The FESS Project encompasses the Self-Sufficiency Standard (The Standard). The Standard is a tool the project uses to calculate how much income a working family needs to meet their basic expenses of housing, childcare, food, health care, transportation and taxes, based upon geographic location and the number of adults and children in a family. WOW views the tool as a way to move low-income families toward economic independence. Since then, WOW has established 35 statewide FESS coalitions, as well as a coalition in the District of Columbia.

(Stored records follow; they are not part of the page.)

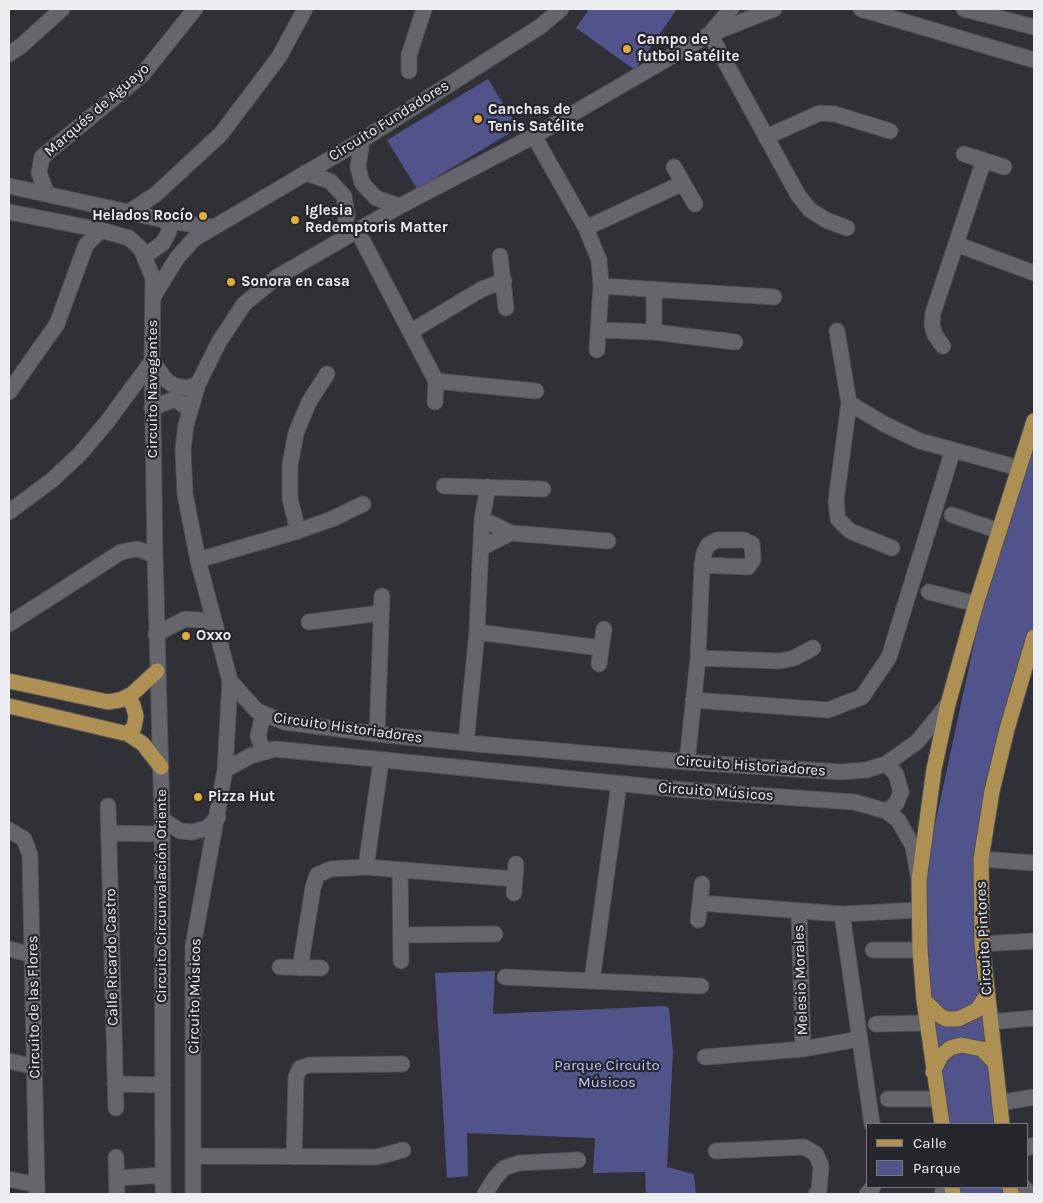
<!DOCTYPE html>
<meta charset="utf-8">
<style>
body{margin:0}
#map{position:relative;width:1043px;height:1203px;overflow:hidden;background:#303137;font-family:Karla,sans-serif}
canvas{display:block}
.frame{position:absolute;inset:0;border:10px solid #edeef2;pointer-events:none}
.legend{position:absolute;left:866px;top:1123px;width:162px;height:65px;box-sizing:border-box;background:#26272d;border:1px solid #76777c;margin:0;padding:6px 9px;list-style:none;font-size:15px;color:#edeef2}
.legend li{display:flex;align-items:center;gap:10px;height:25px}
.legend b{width:25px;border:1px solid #76777c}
</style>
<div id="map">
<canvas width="1043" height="1203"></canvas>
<div class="frame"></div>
<ul class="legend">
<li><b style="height:6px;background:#ae9052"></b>Calle</li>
<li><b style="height:14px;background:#50548b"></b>Parque</li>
</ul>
</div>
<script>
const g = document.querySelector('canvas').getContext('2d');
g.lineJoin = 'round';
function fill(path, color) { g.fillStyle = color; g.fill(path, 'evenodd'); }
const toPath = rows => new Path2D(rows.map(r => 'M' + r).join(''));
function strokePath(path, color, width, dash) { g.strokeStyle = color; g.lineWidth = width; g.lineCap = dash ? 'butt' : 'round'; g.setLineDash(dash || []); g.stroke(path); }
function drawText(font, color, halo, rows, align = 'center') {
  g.font = font + ' Karla,sans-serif'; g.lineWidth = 4.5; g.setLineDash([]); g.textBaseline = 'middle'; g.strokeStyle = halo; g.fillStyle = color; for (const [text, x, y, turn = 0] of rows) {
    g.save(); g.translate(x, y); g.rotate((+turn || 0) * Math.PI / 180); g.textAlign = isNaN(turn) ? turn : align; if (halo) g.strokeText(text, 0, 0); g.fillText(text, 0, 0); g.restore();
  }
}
fill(toPath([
 [589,9,677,9,635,70,576,28],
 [488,79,518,128,417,189,387,140],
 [1034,436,1034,626,1006,728,977,858,998,1124,944,1124,930,1035,924,875,982,607],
 [495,971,493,1014,663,1006,669,1008,673,1052,667,1167,694,1174,696,1194,646,1194,645,1172,593,1173,595,1138,467,1133,468,1176,447,1178,435,973],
 [954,1187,1005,1187,1006,1194,955,1194]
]), '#50548b');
const minor = toPath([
 [774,9,710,34,534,136,400,206,277,277,244,304,219,342,198,384,186,425,183,449,185,494,198,560,230,681,257,711,284,722,377,734,466,743,687,762,841,772,866,770,886,764,917,742,948,704],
 [861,9,1034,60],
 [964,9,1034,27],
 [712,31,731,9],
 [710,34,798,195,810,210,826,220,847,228],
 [9,54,21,46,62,9],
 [409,71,409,55,424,9],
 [534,136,586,228,599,260,601,286,597,350],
 [766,137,820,113,835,114,890,131],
 [362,140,358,167,362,183,376,198,400,206],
 [964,154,1004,167],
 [674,167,695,204],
 [305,173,330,181,344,196,347,215,342,239],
 [9,186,169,221,212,227],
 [47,194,39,173,42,157,142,75,195,9],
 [9,212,101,230,129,238,141,249,153,278,152,361,155,555,162,819,163,1194],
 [129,212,156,194,221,134,279,57,305,9],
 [586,228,683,183],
 [357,230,436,381,435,402],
 [956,244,1034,273],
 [145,256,163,243,169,231,169,221],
 [500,256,506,308],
 [601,286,774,297],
 [654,289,654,332],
 [153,297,177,258,194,239,362,140,541,26,561,9],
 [599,330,654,332,735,342],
 [837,331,849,403,836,501,838,519,850,531,892,548],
 [410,332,482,289,504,281],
 [943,346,935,335,932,325,933,313,984,160],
 [152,361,165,379,173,385,188,388,198,384],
 [436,381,536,391],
 [9,392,57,324,86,245,101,230],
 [849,403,884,424,920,441,1019,468],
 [152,408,172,400,178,401,190,410],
 [444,486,543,489],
 [9,512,52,480,80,454,107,422,152,361],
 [952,515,999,531],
 [482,519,511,533,608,541],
 [298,531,290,499,290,465,296,433,309,402,327,374],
 [481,548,511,533],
 [198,560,298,531,332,519,363,504],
 [929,592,976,604],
 [309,622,381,613],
 [9,624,121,552,137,549,155,555],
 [477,632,601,648],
 [156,634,185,619,200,620,216,629],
 [698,658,780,661,794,658,813,648],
 [599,664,604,629],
 [693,700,828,710,862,697,889,657,953,450],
 [377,734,382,596],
 [466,743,477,632,482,519,488,487],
 [263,751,258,736,261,723,266,716],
 [687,762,698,658,702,565,704,553,708,545,717,540,744,540,752,544,753,560,748,567,702,565],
 [886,764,896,774,901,792,896,804,886,811],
 [225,770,250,756,275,749,684,790,854,802,886,811,898,820,913,846,918,875],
 [108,806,116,1108],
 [162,819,180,831,193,832,207,828,218,817],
 [9,830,24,839,30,855,37,1194],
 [109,833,162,834],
 [981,859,1034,863],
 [366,867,381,761],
 [400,870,401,961],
 [514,893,516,864],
 [700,903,842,914,919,910],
 [799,912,803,1049],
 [842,914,872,1124],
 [698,920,702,884],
 [401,935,495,934],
 [982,944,1034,941],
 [9,949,33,955],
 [873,950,920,950],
 [280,967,321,968],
 [300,968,313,888,317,875,331,869,366,867,514,879],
 [505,977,701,986],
 [592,980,619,784],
 [990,1022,1034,1018],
 [876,1024,927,1023],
 [705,1057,803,1049,859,1039],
 [9,1061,35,1067],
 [115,1084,163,1085],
 [888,1099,937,1099],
 [999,1103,1034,1097],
 [1027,1148,1034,1145],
 [716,1151,804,1147,816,1154,821,1166,819,1191,816,1194],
 [194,1156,377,1157,403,1150],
 [116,1157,117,1194],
 [294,1157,296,1077,300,1068,309,1065,402,1064],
 [117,1178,163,1175],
 [9,1179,37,1185],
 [1023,1187,1031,1194],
 [193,1194,193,946,225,770,230,681],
 [485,1194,495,1178,504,1168,519,1163,578,1160],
 [867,1194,873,1187],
 [942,1194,946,1187]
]);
const major = toPath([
 [9,681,108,702,120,700,132,694,157,671],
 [126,697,133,705,136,716,134,727,128,734],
 [9,706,128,734,143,744,161,767],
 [924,1000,939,1015,946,1019,958,1019,977,1010,987,995],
 [933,1072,941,1056,950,1048,961,1045,982,1049,994,1062],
 [942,1124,924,1000,920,950,919,881,926,828,934,769,948,704,976,604,1034,421],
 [1002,1124,982,944,981,859,992,791,1007,729,1034,637],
 [952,1187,953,1194],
 [1010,1187,1011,1194]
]);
strokePath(minor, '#4f5055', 17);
strokePath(major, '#4f5055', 17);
strokePath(minor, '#65666c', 15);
strokePath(major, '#ae9052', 15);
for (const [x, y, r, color] of [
 [627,49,5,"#e4ae35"],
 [478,119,5,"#e4ae35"],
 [203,216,5,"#e4ae35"],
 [295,220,5,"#e4ae35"],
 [231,282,5,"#e4ae35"],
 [186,636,5,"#e4ae35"],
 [198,797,5,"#e4ae35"]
]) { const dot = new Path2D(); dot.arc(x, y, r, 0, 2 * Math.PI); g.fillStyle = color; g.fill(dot); strokePath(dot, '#26272d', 2); }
drawText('bold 15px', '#edeef2', '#26272d', [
 ["Campo de",637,40],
 ["futbol Satélite",637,57],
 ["Canchas de",488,110],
 ["Tenis Satélite",488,127],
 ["Iglesia",305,211],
 ["Redemptoris Matter",305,228],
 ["Helados Rocío",193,216,"right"],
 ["Sonora en casa",241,282],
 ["Oxxo",196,636],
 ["Pizza Hut",208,797]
], 'left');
drawText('15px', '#edeef2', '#26272d', [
 ["Marqués de Aguayo",97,110,-41],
 ["Circuito Fundadores",389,121,-32],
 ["Circuito Navegantes",153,389,-90],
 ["Circuito Historiadores",348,728,8],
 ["Circuito Historiadores",751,766,4],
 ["Circuito Músicos",716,792,4],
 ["Circuito Circunvalación Oriente",162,896,-90],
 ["Circuito Pintores",984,938,-93],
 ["Calle Ricardo Castro",112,957,-91],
 ["Melesio Morales",801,980,-92],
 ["Circuito Músicos",195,996,-89],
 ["Circuito de las Flores",34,1007,-91]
]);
drawText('15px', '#bcc3ff', '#26272d', [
 ["Parque Circuito",607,1066],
 ["Músicos",607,1083]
]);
</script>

Since 1996, WOW has established 35 statewide FESS coalitions, as well as a coalition in the District of Columbia that represent over 2,000 community-based organizations, state and local government, employers and labor.

== The Elder Economic Security Initiative ==

Wider Opportunities for Women's Elder Economic Security Initiative was established in 2006. The Initiative also encompasses the Elder Economic Security Standard Index (The Index). WOW partnered with the Gerontology Institute at the University of Massachusetts Boston in 2005 and developed the Standard which serves as WOW's measure of income that elders need to meet their basic expenses to age in place including; housing, health care, transportation, and food costs.
The Index now is a tool that provides important information to policy makers, aging advocates, and others as they develop policies and programs to promote economic security for elders.

== DC Metropolitan Programs ==

Wider Opportunities for Women established several DC Metro Programs to focus specifically on helping women in the geographic area find employment and become economically secure.

===DC Jobs Council===

The DC Jobs Council was established in 1999 as an informal volunteer consortium. The Council originated to help nonprofits organization navigate landscape change by passage of the Workforce Investment Act, which was signed into law by President Bill Clinton in 1998 and was meant to encourage businesses to participate in local delivery of Workforce Development Services. Currently, the DC Jobs Council is a group of over 40 organizations and four standing committees and WOW serves as their fiscal sponsor.

===DC Women's Agenda===

Wider Opportunities for Women partnered with the DC Employment Justice Center in 2003 to establish the DC Women's Agenda (DCWA). The DCWA is a local advocacy and policy coalition that promotes the advancement of equality and well-being of all women and girls in DC. The DCWA hosts public forums throughout DC on women's issues.

===Washington Area Women in the Trades===

Wider Opportunities for Women partnered with the YWCA National Capital Area, and the Community Services Agency of the Metropolitan Washington Council, AFL-CIO to create the Washington Area Women in the Trades (WAWIT) Program in 2007. WAWIT provides skill training and pre-vocational and pre-apprenticeship training at no cost in non-traditional construction trade careers for women. This program is an example of WOW's dedication to placing women in high paying jobs to provide for their families.

==Partner organizations==
The Emerald Cities Collaborative is a partner organization with Wider Opportunities for Women.